3.2 Sparks Concerns About Inflation
Many institutions believe that the red-hot non-farm data for September will force the Federal Reserve to turn its attention to inflation issues. For example, Principal Asset Management analyst Seema Shah jokingly said, "Was there a need for the Federal Reserve to cut interest rates in September? Let alone by 50 basis points." This astonishing upside surprise suggests that the job market may actually be a picture of strength rather than weakness, completely refuting the notion that the Federal Reserve might consider cutting interest rates by another 50 basis points in November. At the same time, as indicated by the number of initial claims, the "Challenger" survey, and a plethora of strong economic data, the U.S. economy remains robust.As the Federal Reserve is implementing policy easing, the risk of economic recession has dissipated. The market needs to closely monitor U.S. inflation, as there are policy risks on both sides of the economy currently.

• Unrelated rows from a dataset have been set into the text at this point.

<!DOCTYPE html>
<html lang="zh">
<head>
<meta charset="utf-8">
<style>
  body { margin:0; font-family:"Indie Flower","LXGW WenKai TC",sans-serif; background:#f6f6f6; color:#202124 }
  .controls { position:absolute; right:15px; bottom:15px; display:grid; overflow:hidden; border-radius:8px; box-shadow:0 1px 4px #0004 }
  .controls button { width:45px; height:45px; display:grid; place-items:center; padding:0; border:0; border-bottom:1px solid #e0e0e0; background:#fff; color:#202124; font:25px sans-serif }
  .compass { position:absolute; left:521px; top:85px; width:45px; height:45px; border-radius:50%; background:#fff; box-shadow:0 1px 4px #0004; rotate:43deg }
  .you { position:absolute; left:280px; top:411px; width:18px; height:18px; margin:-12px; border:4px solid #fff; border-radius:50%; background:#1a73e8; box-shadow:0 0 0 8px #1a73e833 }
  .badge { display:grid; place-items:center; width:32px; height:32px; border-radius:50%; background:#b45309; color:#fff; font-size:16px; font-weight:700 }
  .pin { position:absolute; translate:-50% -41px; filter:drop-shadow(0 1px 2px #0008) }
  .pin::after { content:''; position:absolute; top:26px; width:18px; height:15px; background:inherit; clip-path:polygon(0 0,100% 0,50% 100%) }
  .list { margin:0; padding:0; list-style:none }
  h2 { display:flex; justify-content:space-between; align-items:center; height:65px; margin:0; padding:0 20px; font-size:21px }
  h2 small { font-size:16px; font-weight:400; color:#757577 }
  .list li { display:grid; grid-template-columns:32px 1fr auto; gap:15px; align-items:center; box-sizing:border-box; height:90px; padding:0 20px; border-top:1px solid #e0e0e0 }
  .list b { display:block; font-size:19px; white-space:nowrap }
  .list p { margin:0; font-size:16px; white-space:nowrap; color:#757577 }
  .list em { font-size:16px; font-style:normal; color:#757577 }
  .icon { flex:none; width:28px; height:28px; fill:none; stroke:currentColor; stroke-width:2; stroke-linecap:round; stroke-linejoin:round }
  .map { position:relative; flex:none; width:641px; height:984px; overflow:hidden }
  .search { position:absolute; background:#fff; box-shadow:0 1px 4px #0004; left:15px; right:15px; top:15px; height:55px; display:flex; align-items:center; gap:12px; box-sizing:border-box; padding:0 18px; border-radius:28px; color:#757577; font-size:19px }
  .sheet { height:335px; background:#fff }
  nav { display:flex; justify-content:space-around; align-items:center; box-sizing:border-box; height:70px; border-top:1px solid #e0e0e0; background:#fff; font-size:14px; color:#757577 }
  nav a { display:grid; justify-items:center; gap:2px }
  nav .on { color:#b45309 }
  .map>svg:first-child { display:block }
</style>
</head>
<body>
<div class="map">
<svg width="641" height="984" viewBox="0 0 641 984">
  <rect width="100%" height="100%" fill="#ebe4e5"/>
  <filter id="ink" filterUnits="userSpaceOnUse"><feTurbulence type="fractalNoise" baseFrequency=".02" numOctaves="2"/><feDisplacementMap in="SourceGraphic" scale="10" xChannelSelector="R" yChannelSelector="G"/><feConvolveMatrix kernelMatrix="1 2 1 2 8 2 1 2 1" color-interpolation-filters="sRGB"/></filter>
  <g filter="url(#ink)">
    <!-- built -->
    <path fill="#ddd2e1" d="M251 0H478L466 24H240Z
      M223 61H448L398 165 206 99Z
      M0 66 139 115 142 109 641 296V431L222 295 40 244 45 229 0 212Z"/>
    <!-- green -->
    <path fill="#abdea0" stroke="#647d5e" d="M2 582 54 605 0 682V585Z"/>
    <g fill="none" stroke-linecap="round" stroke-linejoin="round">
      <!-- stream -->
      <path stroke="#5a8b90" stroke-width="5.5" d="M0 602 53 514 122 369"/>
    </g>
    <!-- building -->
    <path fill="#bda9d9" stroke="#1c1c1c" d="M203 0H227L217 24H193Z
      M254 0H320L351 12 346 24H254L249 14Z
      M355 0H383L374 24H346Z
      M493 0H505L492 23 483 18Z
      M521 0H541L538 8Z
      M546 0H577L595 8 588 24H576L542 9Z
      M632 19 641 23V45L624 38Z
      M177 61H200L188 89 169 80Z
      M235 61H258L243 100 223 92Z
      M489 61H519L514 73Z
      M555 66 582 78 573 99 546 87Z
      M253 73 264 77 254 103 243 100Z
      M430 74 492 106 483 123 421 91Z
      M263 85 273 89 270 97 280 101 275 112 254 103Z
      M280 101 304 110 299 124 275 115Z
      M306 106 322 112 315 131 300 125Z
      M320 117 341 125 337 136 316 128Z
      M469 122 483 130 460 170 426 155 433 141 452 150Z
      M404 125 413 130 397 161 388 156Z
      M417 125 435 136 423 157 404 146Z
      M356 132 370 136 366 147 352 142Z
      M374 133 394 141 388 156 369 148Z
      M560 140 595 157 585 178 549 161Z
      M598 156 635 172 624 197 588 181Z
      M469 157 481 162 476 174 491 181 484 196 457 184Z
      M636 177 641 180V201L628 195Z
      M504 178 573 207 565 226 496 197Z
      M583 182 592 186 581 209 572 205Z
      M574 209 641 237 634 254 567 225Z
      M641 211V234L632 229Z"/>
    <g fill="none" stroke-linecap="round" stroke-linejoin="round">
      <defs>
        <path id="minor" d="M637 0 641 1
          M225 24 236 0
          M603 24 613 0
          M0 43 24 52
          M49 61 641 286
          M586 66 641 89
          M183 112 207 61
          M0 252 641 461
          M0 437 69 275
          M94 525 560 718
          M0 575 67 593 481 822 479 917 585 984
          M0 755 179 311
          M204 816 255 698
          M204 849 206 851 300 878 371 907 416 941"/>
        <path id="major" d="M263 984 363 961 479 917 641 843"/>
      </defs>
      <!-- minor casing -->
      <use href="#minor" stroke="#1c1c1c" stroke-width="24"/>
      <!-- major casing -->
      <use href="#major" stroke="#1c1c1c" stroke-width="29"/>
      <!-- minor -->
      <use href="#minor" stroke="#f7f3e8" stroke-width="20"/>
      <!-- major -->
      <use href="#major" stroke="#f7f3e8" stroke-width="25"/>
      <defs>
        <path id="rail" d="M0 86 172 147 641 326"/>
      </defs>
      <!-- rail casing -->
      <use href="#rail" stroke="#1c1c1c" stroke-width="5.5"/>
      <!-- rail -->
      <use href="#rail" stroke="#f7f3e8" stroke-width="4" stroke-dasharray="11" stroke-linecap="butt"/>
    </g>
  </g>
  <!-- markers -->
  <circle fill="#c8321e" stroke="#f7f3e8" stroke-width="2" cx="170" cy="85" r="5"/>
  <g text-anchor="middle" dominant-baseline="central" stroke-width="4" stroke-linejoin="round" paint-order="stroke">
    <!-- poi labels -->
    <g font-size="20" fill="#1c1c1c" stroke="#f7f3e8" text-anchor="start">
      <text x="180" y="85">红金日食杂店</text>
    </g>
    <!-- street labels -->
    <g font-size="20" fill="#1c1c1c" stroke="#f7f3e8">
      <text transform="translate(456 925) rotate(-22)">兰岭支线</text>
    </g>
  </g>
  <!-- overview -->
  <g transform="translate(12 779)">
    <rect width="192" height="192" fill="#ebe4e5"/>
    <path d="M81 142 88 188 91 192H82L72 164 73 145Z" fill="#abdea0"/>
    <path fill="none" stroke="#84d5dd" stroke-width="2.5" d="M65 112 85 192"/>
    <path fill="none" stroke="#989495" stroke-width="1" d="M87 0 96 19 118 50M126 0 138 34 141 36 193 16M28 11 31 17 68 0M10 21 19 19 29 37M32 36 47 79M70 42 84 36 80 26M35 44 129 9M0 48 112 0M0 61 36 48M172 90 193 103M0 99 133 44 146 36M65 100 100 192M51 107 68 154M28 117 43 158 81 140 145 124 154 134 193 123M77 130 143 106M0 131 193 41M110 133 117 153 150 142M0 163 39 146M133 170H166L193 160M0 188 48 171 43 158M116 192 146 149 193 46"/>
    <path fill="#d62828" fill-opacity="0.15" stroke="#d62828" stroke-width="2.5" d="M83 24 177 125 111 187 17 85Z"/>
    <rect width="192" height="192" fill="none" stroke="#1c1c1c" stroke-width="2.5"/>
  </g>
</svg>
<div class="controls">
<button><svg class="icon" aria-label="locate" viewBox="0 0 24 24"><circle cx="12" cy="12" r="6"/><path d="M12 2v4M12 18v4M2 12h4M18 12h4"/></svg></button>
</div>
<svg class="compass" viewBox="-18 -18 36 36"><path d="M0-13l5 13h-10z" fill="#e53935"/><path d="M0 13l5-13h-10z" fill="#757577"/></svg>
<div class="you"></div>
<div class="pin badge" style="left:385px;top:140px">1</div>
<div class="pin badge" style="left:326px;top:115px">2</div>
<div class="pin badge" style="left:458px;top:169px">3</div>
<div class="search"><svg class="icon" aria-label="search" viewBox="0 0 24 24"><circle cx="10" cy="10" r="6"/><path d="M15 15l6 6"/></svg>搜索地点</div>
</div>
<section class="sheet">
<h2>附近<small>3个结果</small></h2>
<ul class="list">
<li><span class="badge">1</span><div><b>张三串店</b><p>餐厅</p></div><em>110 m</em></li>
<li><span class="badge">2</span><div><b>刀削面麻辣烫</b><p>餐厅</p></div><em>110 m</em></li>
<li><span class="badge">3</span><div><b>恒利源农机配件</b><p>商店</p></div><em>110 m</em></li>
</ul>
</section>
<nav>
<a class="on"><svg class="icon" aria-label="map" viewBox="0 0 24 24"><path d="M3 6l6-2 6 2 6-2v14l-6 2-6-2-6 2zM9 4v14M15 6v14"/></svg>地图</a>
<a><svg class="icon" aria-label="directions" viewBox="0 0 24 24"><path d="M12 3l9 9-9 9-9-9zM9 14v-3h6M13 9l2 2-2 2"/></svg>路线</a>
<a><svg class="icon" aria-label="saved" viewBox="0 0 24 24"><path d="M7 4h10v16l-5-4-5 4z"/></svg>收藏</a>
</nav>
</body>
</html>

3.3 Impact on Future Market Pricing
The robust performance of the U.S. non-farm data may call into question market pricing for a longer period in the future.
In this regard, analyst Cameron stated that while this does not fully ensure a 25 basis point rate cut next month, the likelihood is higher, although pricing should hover around 28 basis points.
The most obvious implication is a flattening yield curve, which coincidentally also goes against the overall direction of market positions.
The rise in stock index futures is somewhat surprising; if the rise in U.S. interest rates continues or extends throughout the day, there may be a negative reaction in the U.S. stock market.
This series of changes indicates that in September, the U.S. non-farm data not only affected the current market but also brought uncertainty to the pricing and trends of future markets.
Overall, the hot and better-than-expected U.S. non-farm data in September has painted a strong picture of the U.S. economy, but it also presents new challenges for the Federal Reserve's decision-making. In the future, the market will closely monitor the trend of the U.S. economy as well as the monetary policy direction of the Federal Reserve.